Start of Records for this exercise
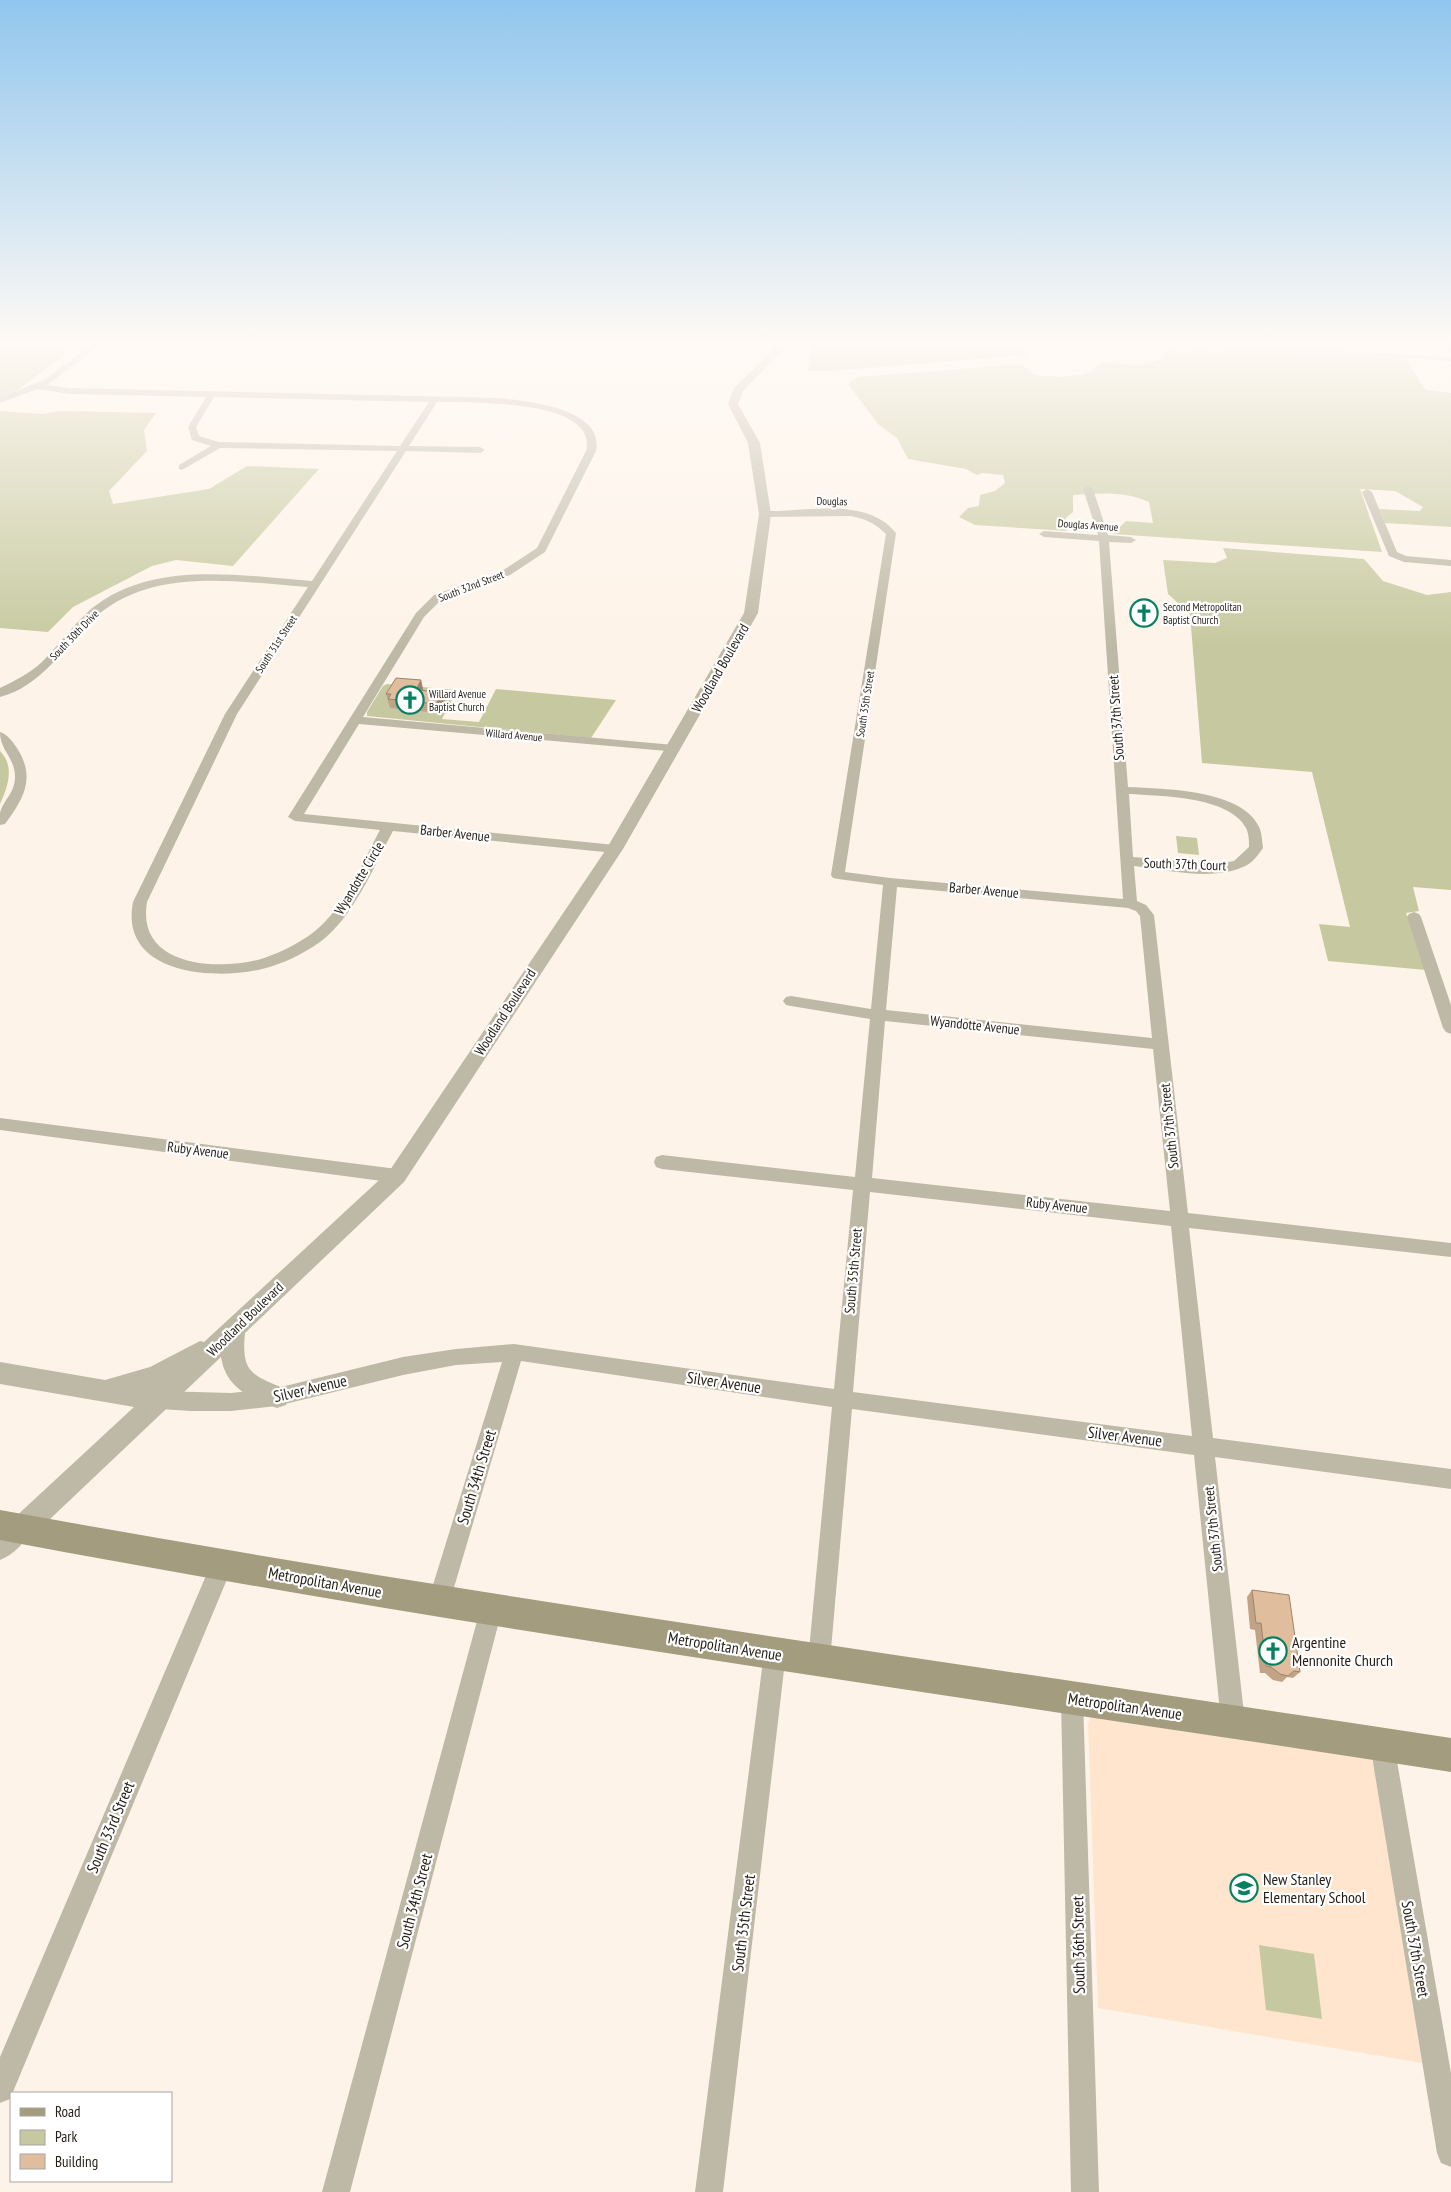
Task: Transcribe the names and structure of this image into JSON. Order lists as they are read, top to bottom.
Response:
{
  "streets": {
    "main road": ["Metropolitan Avenue"],
    "street": [
      "Douglas",
      "Douglas Avenue",
      "South 32nd Street",
      "South 30th Drive",
      "South 31st Street",
      "Woodland Boulevard",
      "South 35th Street",
      "South 37th Street",
      "Willard Avenue",
      "Barber Avenue",
      "South 37th Court",
      "Wyandotte Circle",
      "Wyandotte Avenue",
      "Ruby Avenue",
      "Silver Avenue",
      "South 34th Street",
      "South 33rd Street",
      "South 36th Street"
    ]
  },
  "crossings": [
    ["Douglas", "Woodland Boulevard"],
    ["Douglas", "South 35th Street"],
    ["Douglas Avenue", "South 37th Street"],
    ["South 32nd Street", "Willard Avenue"],
    ["South 32nd Street", "Barber Avenue"],
    ["South 30th Drive", "South 31st Street"],
    ["South 31st Street", "Wyandotte Circle"],
    ["Woodland Boulevard", "Willard Avenue"],
    ["Woodland Boulevard", "Barber Avenue"],
    ["Woodland Boulevard", "Ruby Avenue"],
    ["Woodland Boulevard", "Silver Avenue"],
    ["Woodland Boulevard", "Metropolitan Avenue"],
    ["South 35th Street", "Barber Avenue"],
    ["South 35th Street", "Wyandotte Avenue"],
    ["South 35th Street", "Ruby Avenue"],
    ["South 35th Street", "Silver Avenue"],
    ["South 35th Street", "Metropolitan Avenue"],
    ["South 37th Street", "Barber Avenue"],
    ["South 37th Street", "South 37th Court"],
    ["South 37th Street", "Wyandotte Avenue"],
    ["South 37th Street", "Ruby Avenue"],
    ["South 37th Street", "Silver Avenue"],
    ["South 37th Street", "Metropolitan Avenue"],
    ["Barber Avenue", "Wyandotte Circle"],
    ["Silver Avenue", "South 34th Street"],
    ["South 34th Street", "Metropolitan Avenue"],
    ["Metropolitan Avenue", "South 33rd Street"],
    ["Metropolitan Avenue", "South 36th Street"]
  ],
  "places": {
    "church": ["Second Metropolitan Baptist Church", "Willard Avenue Baptist Church", "Argentine Mennonite Church"],
    "school or university": ["New Stanley Elementary School"]
  },
  "legend": ["Road", "Park", "Building"]
}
End of Records for this exercise
#### Work required
Repeat the data in full and exactly. Omit pictures.

#### Task output
Task: Transcribe the names and structure of this image into JSON. Order lists as they are read, top to bottom.
Response:
{
  "streets": {
    "main road": ["Metropolitan Avenue"],
    "street": [
      "Douglas",
      "Douglas Avenue",
      "South 32nd Street",
      "South 30th Drive",
      "South 31st Street",
      "Woodland Boulevard",
      "South 35th Street",
      "South 37th Street",
      "Willard Avenue",
      "Barber Avenue",
      "South 37th Court",
      "Wyandotte Circle",
      "Wyandotte Avenue",
      "Ruby Avenue",
      "Silver Avenue",
      "South 34th Street",
      "South 33rd Street",
      "South 36th Street"
    ]
  },
  "crossings": [
    ["Douglas", "Woodland Boulevard"],
    ["Douglas", "South 35th Street"],
    ["Douglas Avenue", "South 37th Street"],
    ["South 32nd Street", "Willard Avenue"],
    ["South 32nd Street", "Barber Avenue"],
    ["South 30th Drive", "South 31st Street"],
    ["South 31st Street", "Wyandotte Circle"],
    ["Woodland Boulevard", "Willard Avenue"],
    ["Woodland Boulevard", "Barber Avenue"],
    ["Woodland Boulevard", "Ruby Avenue"],
    ["Woodland Boulevard", "Silver Avenue"],
    ["Woodland Boulevard", "Metropolitan Avenue"],
    ["South 35th Street", "Barber Avenue"],
    ["South 35th Street", "Wyandotte Avenue"],
    ["South 35th Street", "Ruby Avenue"],
    ["South 35th Street", "Silver Avenue"],
    ["South 35th Street", "Metropolitan Avenue"],
    ["South 37th Street", "Barber Avenue"],
    ["South 37th Street", "South 37th Court"],
    ["South 37th Street", "Wyandotte Avenue"],
    ["South 37th Street", "Ruby Avenue"],
    ["South 37th Street", "Silver Avenue"],
    ["South 37th Street", "Metropolitan Avenue"],
    ["Barber Avenue", "Wyandotte Circle"],
    ["Silver Avenue", "South 34th Street"],
    ["South 34th Street", "Metropolitan Avenue"],
    ["Metropolitan Avenue", "South 33rd Street"],
    ["Metropolitan Avenue", "South 36th Street"]
  ],
  "places": {
    "church": ["Second Metropolitan Baptist Church", "Willard Avenue Baptist Church", "Argentine Mennonite Church"],
    "school or university": ["New Stanley Elementary School"]
  },
  "legend": ["Road", "Park", "Building"]
}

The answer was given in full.